EXERCISE.
Take the data below and write it out exactly, except for the pictures.

SOURCE DATA.

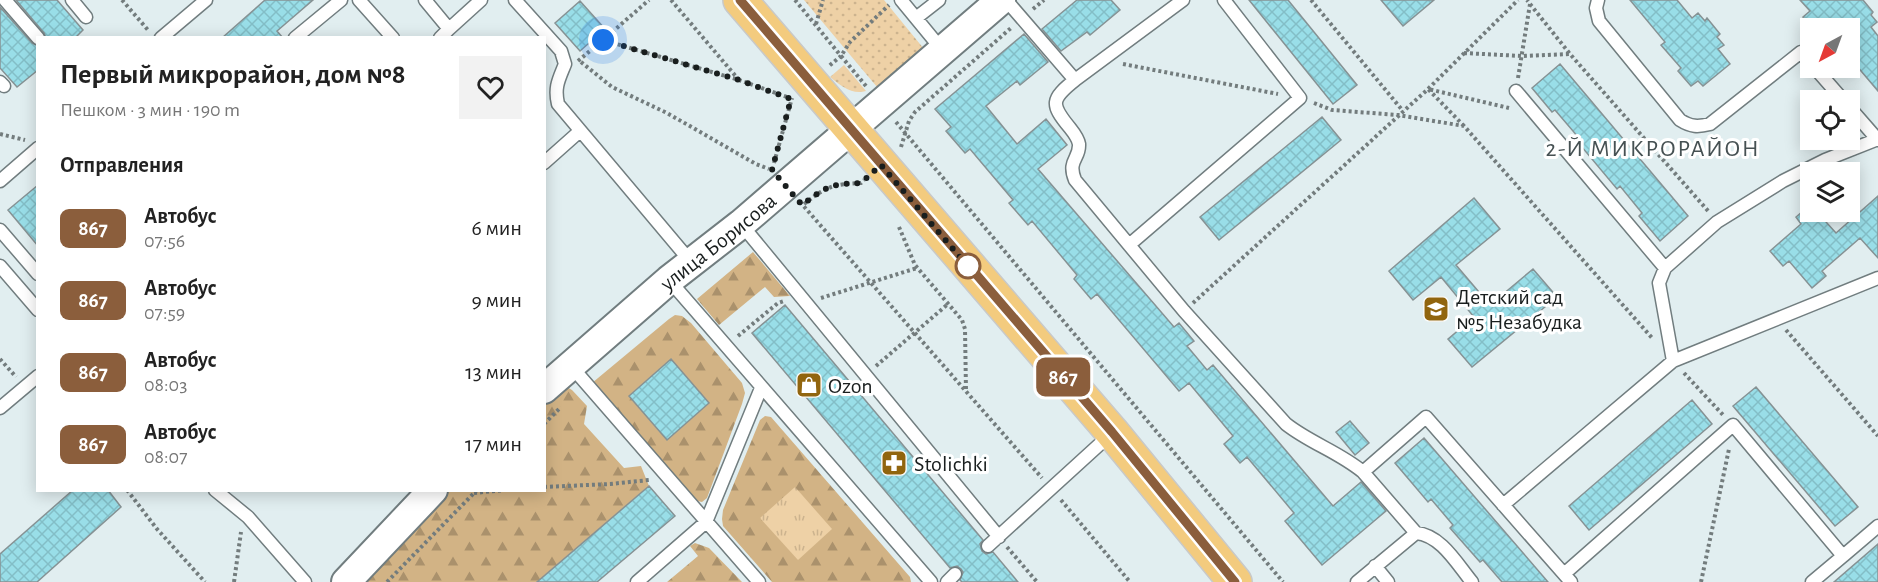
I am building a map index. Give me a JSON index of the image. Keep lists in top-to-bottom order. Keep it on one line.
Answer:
{"streets":{"street":["улица Борисова"]},"districts":["2-Й МИКРОРАЙОН"],"places":{"school or university":["Детский сад №5 Незабудка"],"shop":["Ozon"],"pharmacy":["Stolichki"]},"lines":["bus line 867"],"north":"bottom left","page":{"on_map":"867","heading":[["Первый микрорайон, дом №8","Пешком · 3 мин · 190 m"],"Отправления"],"list":[{"mark":"867","name":"Автобус","note":"07:56","value":"6 мин"},{"mark":"867","name":"Автобус","note":"07:59","value":"9 мин"},{"mark":"867","name":"Автобус","note":"08:03","value":"13 мин"},{"mark":"867","name":"Автобус","note":"08:07","value":"17 мин"}]}}
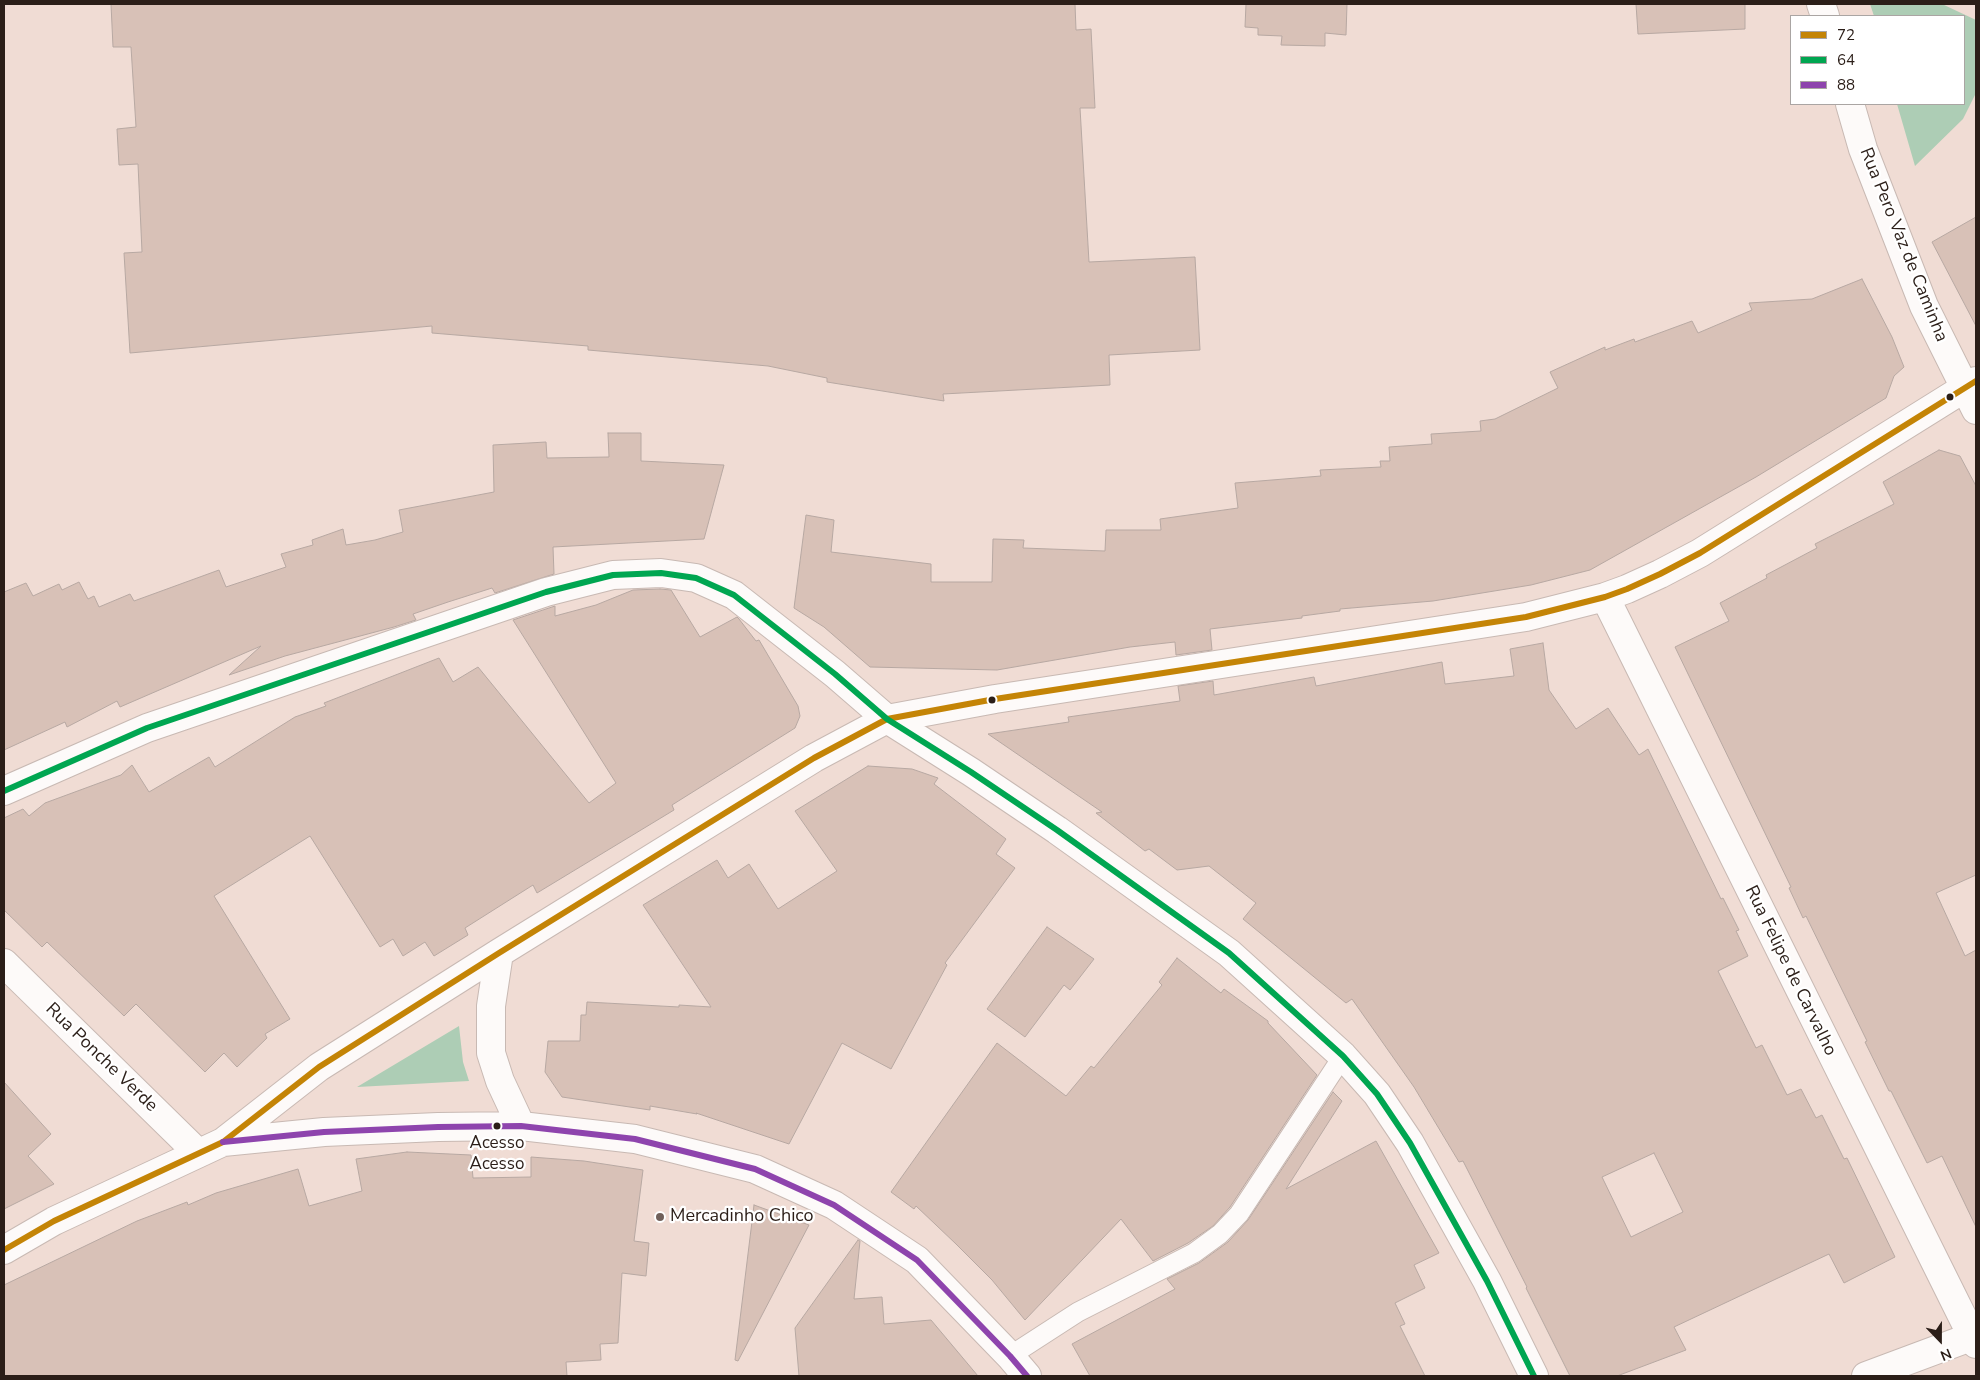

ANSWER BELOW.
I am building a map index. Give me a JSON index of the image. Keep lists in top-to-bottom order. Keep it on one line.
Answer:
{"streets":{"street":["улица Борисова"]},"districts":["2-Й МИКРОРАЙОН"],"places":{"school or university":["Детский сад №5 Незабудка"],"shop":["Ozon"],"pharmacy":["Stolichki"]},"lines":["bus line 867"],"north":"bottom left","page":{"on_map":"867","heading":[["Первый микрорайон, дом №8","Пешком · 3 мин · 190 m"],"Отправления"],"list":[{"mark":"867","name":"Автобус","note":"07:56","value":"6 мин"},{"mark":"867","name":"Автобус","note":"07:59","value":"9 мин"},{"mark":"867","name":"Автобус","note":"08:03","value":"13 мин"},{"mark":"867","name":"Автобус","note":"08:07","value":"17 мин"}]}}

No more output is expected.